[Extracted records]
_ _ _ _ _ _ _
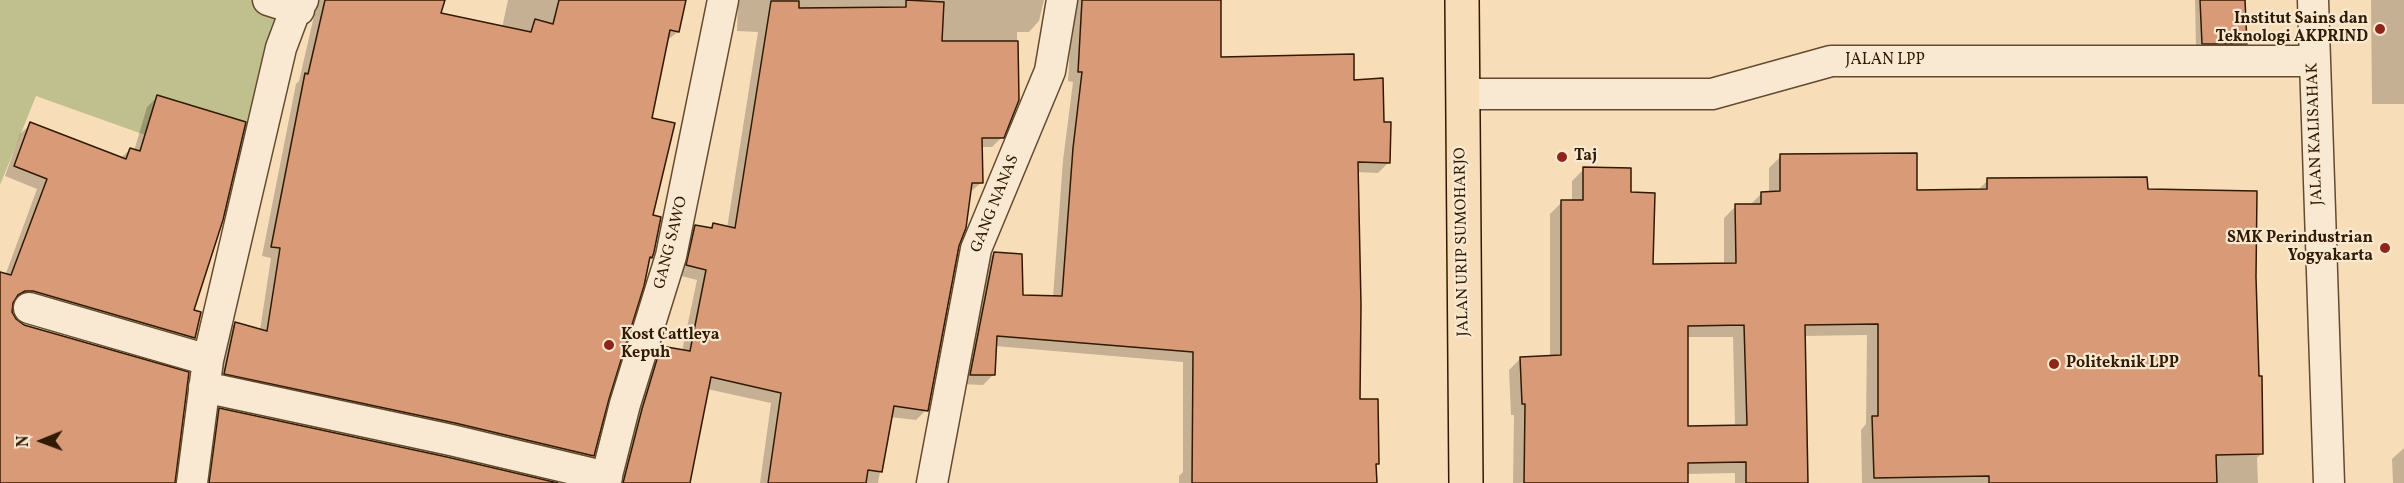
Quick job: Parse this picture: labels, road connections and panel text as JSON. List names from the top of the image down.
{
  "streets": {
    "main road": ["JALAN URIP SUMOHARJO"],
    "street": [
      "JALAN LPP",
      "JALAN KALISAHAK",
      "GANG NANAS",
      "GANG SAWO"
    ]
  },
  "crossings": [
    ["JALAN LPP", "JALAN KALISAHAK"],
    ["JALAN LPP", "JALAN URIP SUMOHARJO"]
  ],
  "places": [
    "Institut Sains dan Teknologi AKPRIND",
    "Taj",
    "SMK Perindustrian Yogyakarta",
    "Kost Cattleya Kepuh",
    "Politeknik LPP"
  ],
  "north": "left"
}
_ _ _ _ _ _ _
» **What you will do**: Repeat all entries exactly. Skip the pictures.

» **Task result**:
Quick job: Parse this picture: labels, road connections and panel text as JSON. List names from the top of the image down.
{
  "streets": {
    "main road": ["JALAN URIP SUMOHARJO"],
    "street": [
      "JALAN LPP",
      "JALAN KALISAHAK",
      "GANG NANAS",
      "GANG SAWO"
    ]
  },
  "crossings": [
    ["JALAN LPP", "JALAN KALISAHAK"],
    ["JALAN LPP", "JALAN URIP SUMOHARJO"]
  ],
  "places": [
    "Institut Sains dan Teknologi AKPRIND",
    "Taj",
    "SMK Perindustrian Yogyakarta",
    "Kost Cattleya Kepuh",
    "Politeknik LPP"
  ],
  "north": "left"
}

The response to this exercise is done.